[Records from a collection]
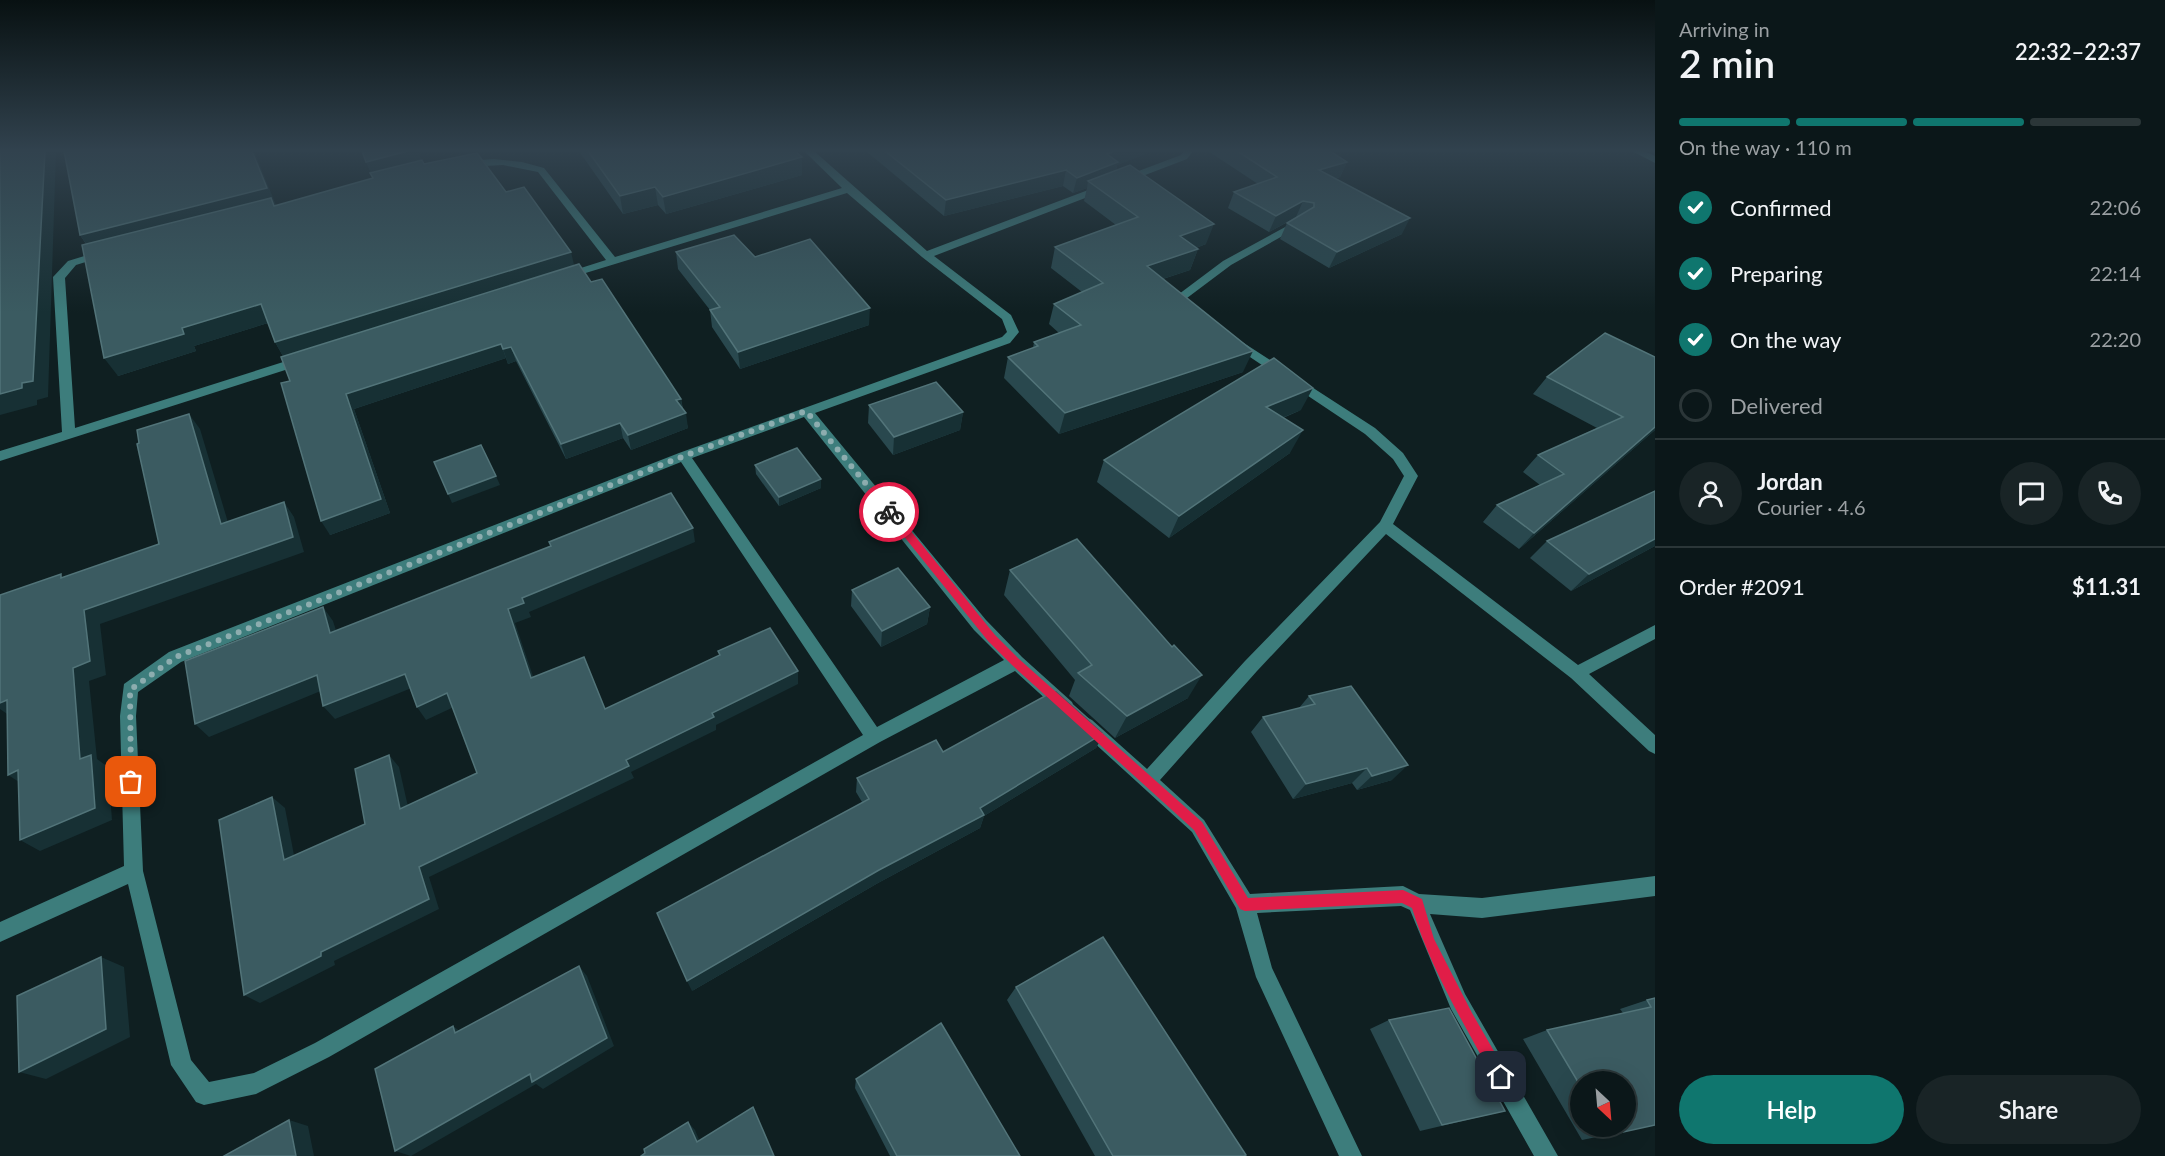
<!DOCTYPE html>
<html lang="en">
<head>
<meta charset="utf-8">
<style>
  :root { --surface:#0b1719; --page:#192426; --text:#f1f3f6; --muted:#9a9fa2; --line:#2b3638; --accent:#0f766e }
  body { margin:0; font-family:Lato,sans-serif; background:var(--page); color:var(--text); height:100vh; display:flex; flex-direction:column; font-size:22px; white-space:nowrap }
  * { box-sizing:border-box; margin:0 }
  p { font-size:20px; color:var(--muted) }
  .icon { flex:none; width:33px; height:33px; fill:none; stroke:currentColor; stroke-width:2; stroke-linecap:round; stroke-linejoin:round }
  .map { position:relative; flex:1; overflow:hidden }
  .sheet { display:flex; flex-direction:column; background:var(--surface); width:510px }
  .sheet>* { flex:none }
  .needle { width:39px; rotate:154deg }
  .buttons { position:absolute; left:1570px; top:1071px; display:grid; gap:12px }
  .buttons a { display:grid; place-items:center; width:66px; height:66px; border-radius:50%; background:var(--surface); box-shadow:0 6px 24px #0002,0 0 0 2px var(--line); font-size:30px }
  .pin { position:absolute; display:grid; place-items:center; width:51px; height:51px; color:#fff; margin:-26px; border-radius:12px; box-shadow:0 3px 9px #0006 }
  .courier { position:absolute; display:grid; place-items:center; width:60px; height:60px; margin:-30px; border:4px solid #e11d48; border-radius:50%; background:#fff; color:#222; box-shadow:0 2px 8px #0007 }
  .headline em { font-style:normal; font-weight:600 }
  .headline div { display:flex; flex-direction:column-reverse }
  .headline { display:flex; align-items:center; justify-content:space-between; height:102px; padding:0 24px }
  h1 { font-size:39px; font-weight:600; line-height:45px }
  .bar { display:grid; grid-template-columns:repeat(4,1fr); gap:9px 6px; align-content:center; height:72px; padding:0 24px }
  .bar i { height:8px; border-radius:4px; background:var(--line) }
  .bar .selected { background:var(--accent) }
  .bar p { grid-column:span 4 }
  .line { display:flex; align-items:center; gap:15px; padding:0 24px; border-top:2px solid var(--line) }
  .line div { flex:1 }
  .round { display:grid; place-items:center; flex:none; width:63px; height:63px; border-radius:32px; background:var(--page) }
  ol { padding:0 24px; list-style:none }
  li { display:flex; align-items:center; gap:18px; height:66px }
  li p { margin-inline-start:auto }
  li .icon { padding:6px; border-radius:50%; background:var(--accent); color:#fff; stroke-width:4 }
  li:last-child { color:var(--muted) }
  li i { width:33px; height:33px; border:3px solid var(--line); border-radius:50% }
  .action { display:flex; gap:12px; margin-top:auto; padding:12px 24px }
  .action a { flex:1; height:69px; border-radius:36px; background:var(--accent); color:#fff; font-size:24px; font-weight:600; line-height:69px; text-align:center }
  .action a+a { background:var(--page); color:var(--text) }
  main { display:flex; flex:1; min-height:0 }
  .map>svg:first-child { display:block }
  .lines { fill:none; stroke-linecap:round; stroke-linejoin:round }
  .minor { fill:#3d7d7c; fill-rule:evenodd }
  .wall { fill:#29484e; fill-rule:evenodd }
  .shaded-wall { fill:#173034 }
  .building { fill:#3b5b61; stroke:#527479; stroke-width:1.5 }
  .route { fill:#e11d48 }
  .done { stroke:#8dadaf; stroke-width:6; stroke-dasharray:0 10.8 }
</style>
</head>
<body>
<main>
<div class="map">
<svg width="1655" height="1156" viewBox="0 0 1655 1156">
  <rect width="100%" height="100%" fill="#0f1f21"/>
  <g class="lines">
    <g class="minor">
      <path d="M804,151H814L927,251L1181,155L1184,151H1193L1187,159L934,256L1011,315L1019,332L1010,343L815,413L986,620L1022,657L1072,702L1074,707L1072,712L1066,714L1060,712L1015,671L880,742L329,1057L256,1094L204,1105L196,1102L171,1065L128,884L0,942V922L124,866L120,716L124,684L169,652L679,453L1002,337L1007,332L1002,319L922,257L847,193L566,279L562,278V274L606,260L538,172L503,165L465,167L460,164L465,161L494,159L522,162L544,168L615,257L842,188ZM804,417L974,630L1004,660L877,727L692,458ZM681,462L863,735L315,1043L254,1073L209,1082L191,1060L143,871L136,716L138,692L181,662Z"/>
      <path d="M1632,151H1644L1655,156V163Z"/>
      <path d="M1300,219L1304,220V224L1231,265L1187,298L1196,309L1194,311H1186L1175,297L1223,261Z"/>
      <path d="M104,250L109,253L108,255L76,265L65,278L75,428L299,357H307L309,360L307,363L0,461V451L62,432L53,277L68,261Z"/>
      <path d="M1236,338L1375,428L1403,453L1418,476L1393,524L1578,665L1655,625V639L1589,674L1655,735V754L1649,751L1571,678L1386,534L1257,671L1160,780L1204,820L1250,894L1403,886L1419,894L1482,898L1655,876V896L1482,918L1430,914L1465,994L1558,1156H1534L1451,1009L1410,910L1401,906L1257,913L1272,968L1362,1156H1339L1256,977L1236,908L1192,832L1080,730L1078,725L1080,720L1086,717L1092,720L1147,769L1245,661L1380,522L1404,476L1393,459L1365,434L1232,345V339Z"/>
    </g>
  </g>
  <g class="wall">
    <path d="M362,151H418L421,160L424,164L506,192L574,266L591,282L681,399L683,409L688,428L631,450L623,438L566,459L516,361L508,364L506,358L354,409L390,513L330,535L283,356L275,342L268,323L194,346L196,351L118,376L86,244L80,235L276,205L275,206L373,178Z"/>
    <path d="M579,151H795L802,157V175L666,214L658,205L623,214Z"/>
    <path d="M866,151H1153L1117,165L1116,171L1206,244L1196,248L1198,249L1190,270L1163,279L1243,372L1059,434L1004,378L1008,357L1033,348L1034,342L1059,333L1049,324L1054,304L1082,292L1051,268L1055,247L1116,225L1084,201L1087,188L1073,193L1063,186L944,216Z"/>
    <path d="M1208,151H1330L1347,162L1340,177L1335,179L1402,234L1329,268L1280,239L1287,223L1297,217L1269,232L1228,208L1234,192L1258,184Z"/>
    <path d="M676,252L755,257L869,325L740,369L712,327L710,310L678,269Z"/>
    <path d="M1547,377L1655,430L1519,549L1483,522L1497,505L1540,485L1523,472L1538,455L1597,428L1533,394Z"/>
    <path d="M869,405L963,412L960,430L893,455L868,423Z"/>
    <path d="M1301,410L1283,418L1290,453L1169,538L1097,482L1104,460Z"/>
    <path d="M755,465L821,479V488L779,506L756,474Z"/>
    <path d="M1547,541L1655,546L1571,591L1530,558Z"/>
    <path d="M1010,570L1188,698L1115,738L1069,696L1075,680L1004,595Z"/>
    <path d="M852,590L930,607L927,624L881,647L851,606Z"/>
    <path d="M1309,696L1392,780L1357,790L1352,783L1293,799L1251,732L1263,717L1299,708Z"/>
    <path d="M1104,733L1096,748L984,816L980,828L878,883L692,991L862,802L856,792L857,778L943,752Z"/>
    <path d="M1016,987L1244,1156H1095L1007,1000Z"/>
    <path d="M1655,998V1125L1582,1140L1523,1039L1547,1030L1623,1013L1620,1009L1647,1000ZM1581,1082H1626V1126H1581Z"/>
    <path d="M1389,1020L1505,1111L1420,1131L1370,1029Z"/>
    <path d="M856,1079L1020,1156H890L855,1088Z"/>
  </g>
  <g class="shaded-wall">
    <path d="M45,151H56L48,397L37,400V405L0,415V394L22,383Z"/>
    <path d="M252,151H254L276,205H275L280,215L92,252L80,235Z"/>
    <path d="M408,151H418L423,167L374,180L366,162Z"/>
    <path d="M1115,151H1153L1117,165L1114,178L1088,181L1087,188L1073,193L1077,178L1107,154Z"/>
    <path d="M802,157V175L666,214L663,197Z"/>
    <path d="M1347,162L1340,177L1312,186L1319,170Z"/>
    <path d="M1066,170L1063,186L944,216L946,200Z"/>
    <path d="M655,187L658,205L623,214L620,196Z"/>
    <path d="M1303,201L1296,217L1269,232L1276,216Z"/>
    <path d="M1410,218L1402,234L1329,268L1337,252Z"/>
    <path d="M1214,224L1206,244L1173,257L1180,236Z"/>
    <path d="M1198,249L1190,270L1141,286L1147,266Z"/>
    <path d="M571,252L575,269L285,360L275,342Z"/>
    <path d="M261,304L271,322L194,346L196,351L118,376L104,358L182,328Z"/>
    <path d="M870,308L869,325L740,369L738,352Z"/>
    <path d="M501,344L506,358L354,409L390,513L330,535L321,521L346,394Z"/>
    <path d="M511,347L516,361L508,364L503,349Z"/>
    <path d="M1253,351L1243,372L1059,434L1065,413Z"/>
    <path d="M1313,388L1301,410L1255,429L1266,407Z"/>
    <path d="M681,399L683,413L676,400Z"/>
    <path d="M963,412L960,430L893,455L894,437Z"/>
    <path d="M686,413L688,428L631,450L628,435Z"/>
    <path d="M189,414L200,429L233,539L221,524Z"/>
    <path d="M620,423L623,438L566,459L561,444Z"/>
    <path d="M1655,427V430L1519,549L1534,533Z"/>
    <path d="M1303,430L1290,453L1169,538L1179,516Z"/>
    <path d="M496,476L500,485L452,503L448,494Z"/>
    <path d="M821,479V488L779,506V497Z"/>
    <path d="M284,502L294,517L304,552L100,624L106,675L89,681L97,759L108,767L112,820L40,851L20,840L80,759L73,668L84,610Z"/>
    <path d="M693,528L695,542L529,612L531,617L515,623L538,691L531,678L508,609L522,598Z"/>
    <path d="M1655,539V546L1571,591L1589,574Z"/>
    <path d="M323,607L333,621L341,646L330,633Z"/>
    <path d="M930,607L927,624L881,647L882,631Z"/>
    <path d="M798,671V684L716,725V730L631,772L634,778L429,877L439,909L334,961L335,965L260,1003L244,995L321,952L419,867L626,760L712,713Z"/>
    <path d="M405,674L414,687L335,719L323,706Z"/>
    <path d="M317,675L328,688L209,737L195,724Z"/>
    <path d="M1202,675L1188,698L1115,738L1127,716Z"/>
    <path d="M447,693L456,706L426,720L417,707Z"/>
    <path d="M7,700L13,718L0,709V703Z"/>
    <path d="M1104,733L1096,748L984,816L980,828L878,883L692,991L687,981Z"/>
    <path d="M389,755L399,767L411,820L400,809Z"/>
    <path d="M1408,765L1392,780L1357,790L1372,776Z"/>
    <path d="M1367,768L1352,783L1293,799L1306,784Z"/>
    <path d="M18,770L27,787L8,775Z"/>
    <path d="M272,797L285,808L297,871L284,860Z"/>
    <path d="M101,957L124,967L130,1037L46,1079L19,1072Z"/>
    <path d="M579,966L587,976L614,1046L543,1089L536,1084L411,1156L395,1151Z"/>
    <path d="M453,1026L465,1035L455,1033Z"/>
    <path d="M289,1120L308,1126L314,1156H296Z"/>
    <path d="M688,1122L695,1130L703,1149L697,1142Z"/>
  </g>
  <g class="building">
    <path d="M0,151H45L33,381L22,383V388L0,394Z"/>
    <path d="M64,151H252L267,188L80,235Z"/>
    <path d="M362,151H408L366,162Z"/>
    <path d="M588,151H795L802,157L663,197L655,187L620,196Z"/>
    <path d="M885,151H1115L1107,154L1118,162L1077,178L1066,170L946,200Z"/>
    <path d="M1237,151H1330L1347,162L1319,170L1410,218L1337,252L1287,223L1314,207V203L1303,201L1276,216L1234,192L1277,177Z"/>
    <path d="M477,153L506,192L524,187L571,252L275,342L261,304L182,328L184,334L104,358L82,245L271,198L274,206L373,178L370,173L422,160L424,164Z"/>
    <path d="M1130,165L1214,224L1180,236L1198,249L1147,266L1253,351L1065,413L1008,357L1038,346L1034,342L1081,325L1054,304L1103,283L1055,247L1138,217L1088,181Z"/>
    <path d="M734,235L755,257L810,239L870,308L738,352L710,310L720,307L676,252Z"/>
    <path d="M579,264L591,282L602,279L681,399L676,400L686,413L628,435L620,423L561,444L511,347L503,349L501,344L346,394L381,499L321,521L281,383L290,381L281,357Z"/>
    <path d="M1605,333L1655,357V427L1534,533L1497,505L1564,474L1538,455L1623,417L1547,377Z"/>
    <path d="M1274,358L1313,388L1266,407L1303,430L1179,516L1104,460Z"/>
    <path d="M936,382L963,412L894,437L869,405Z"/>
    <path d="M189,414L221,524L284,502L293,537L84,610L90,661L73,668L80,759L91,755L95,808L20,840L18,770L8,775L7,700L0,703V595L61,574V578L159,544L137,444L139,443L137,430Z"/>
    <path d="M481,445L496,476L448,494L434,462Z"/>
    <path d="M797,448L821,479L779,497L755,465Z"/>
    <path d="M1655,491V539L1589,574L1547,541Z"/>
    <path d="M671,493L693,528L522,598L524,603L508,609L531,678L584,657L605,709L720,655L718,651L770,628L798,671L712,713L714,717L626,760L629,766L419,867L429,899L321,952V956L244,995L219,820L272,797L284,860L365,824L355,769L389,755L400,809L477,773L447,693L417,707L405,674L323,706L317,675L195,724L185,661L323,607L330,633L551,546L549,542Z"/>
    <path d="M1077,539L1172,647L1174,645L1202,675L1127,716L1078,673L1092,665L1010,570Z"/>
    <path d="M898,568L930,607L882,631L852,590Z"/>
    <path d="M1351,686L1408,765L1372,776L1367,768L1306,784L1263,717L1315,704L1309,696Z"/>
    <path d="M1056,690L1104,733L980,808L984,815L879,870L687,981L657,913L869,799L857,778L936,740L943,752Z"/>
    <path d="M1103,937L1246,1155L1244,1156H1113L1016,987Z"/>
    <path d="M101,957L106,1029L19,1072L17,996Z"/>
    <path d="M579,966L607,1038L532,1082L530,1074L395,1151L375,1069L453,1026L455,1033Z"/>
    <path d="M1655,998V1125L1610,1135L1605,1126H1626V1082H1581V1087L1547,1030L1651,1007L1647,1000Z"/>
    <path d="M1449,1008L1505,1111L1442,1125L1389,1020Z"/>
    <path d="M941,1023L1020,1156H897L856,1079Z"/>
    <path d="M753,1107L774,1156H641L645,1153L644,1149L688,1122L697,1142Z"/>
    <path d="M289,1120L296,1156H224Z"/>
  </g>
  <linearGradient id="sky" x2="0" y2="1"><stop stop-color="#081112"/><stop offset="0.48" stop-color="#31424e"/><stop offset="1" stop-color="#31424e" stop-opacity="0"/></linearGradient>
  <rect width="1655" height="313" fill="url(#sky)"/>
  <path class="route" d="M889,508L893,509L995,635L1019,659L1202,822L1248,898L1403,890L1422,899L1434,939L1472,1013L1506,1072L1508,1077L1506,1082L1501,1084L1496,1082C1465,1026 1431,970 1412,908L1402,903L1245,911L1240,909L1194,830L1012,665L988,641L886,514L885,512Z"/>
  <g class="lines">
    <path class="done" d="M131,782L130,690L176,657L684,456L806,411L889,512"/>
  </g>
</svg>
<div class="buttons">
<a><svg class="needle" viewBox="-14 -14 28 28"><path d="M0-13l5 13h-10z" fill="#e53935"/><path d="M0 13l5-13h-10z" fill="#9a9fa2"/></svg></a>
</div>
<div class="pin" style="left:131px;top:782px;background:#ea580c"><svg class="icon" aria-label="bag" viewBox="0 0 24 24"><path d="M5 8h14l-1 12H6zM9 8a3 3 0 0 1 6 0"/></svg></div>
<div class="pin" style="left:1501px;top:1077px;background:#1f2937"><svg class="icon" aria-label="home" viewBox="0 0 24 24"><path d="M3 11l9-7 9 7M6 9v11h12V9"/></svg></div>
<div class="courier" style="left:889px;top:512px"><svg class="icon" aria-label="bike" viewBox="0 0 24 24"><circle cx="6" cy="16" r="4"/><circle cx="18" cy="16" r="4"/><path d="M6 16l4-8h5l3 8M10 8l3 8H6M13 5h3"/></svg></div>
</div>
<section class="sheet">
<div class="headline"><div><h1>2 min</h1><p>Arriving in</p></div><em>22:32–22:37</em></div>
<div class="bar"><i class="selected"></i><i class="selected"></i><i class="selected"></i><i></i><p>On the way · 110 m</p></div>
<ol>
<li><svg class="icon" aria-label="check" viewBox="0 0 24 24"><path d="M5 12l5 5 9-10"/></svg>Confirmed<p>22:06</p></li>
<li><svg class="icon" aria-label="check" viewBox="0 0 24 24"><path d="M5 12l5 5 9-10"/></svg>Preparing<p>22:14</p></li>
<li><svg class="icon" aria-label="check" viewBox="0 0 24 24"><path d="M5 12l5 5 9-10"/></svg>On the way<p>22:20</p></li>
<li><i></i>Delivered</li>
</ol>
<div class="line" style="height:108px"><a class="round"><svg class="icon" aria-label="person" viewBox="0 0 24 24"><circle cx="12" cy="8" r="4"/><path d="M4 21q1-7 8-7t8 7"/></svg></a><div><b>Jordan</b><p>Courier · 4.6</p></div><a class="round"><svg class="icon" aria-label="chat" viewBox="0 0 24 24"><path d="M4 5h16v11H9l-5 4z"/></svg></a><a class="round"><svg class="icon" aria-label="phone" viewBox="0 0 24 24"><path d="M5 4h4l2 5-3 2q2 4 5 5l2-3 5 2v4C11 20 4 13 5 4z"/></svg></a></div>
<div class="line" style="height:78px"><div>Order #2091</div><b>$11.31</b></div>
<div class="action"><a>Help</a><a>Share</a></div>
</section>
</main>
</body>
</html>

WHAT YOU NEED TO DO: Search the data above for the word "buttons" and show every line that has it.

WRITTEN SOLUTION:
  .buttons { position:absolute; left:1570px; top:1071px; display:grid; gap:12px }
  .buttons a { display:grid; place-items:center; width:66px; height:66px; border-radius:50%; background:var(--surface); box-shadow:0 6px 24px #0002,0 0 0 2px var(--line); font-size:30px }
<div class="buttons">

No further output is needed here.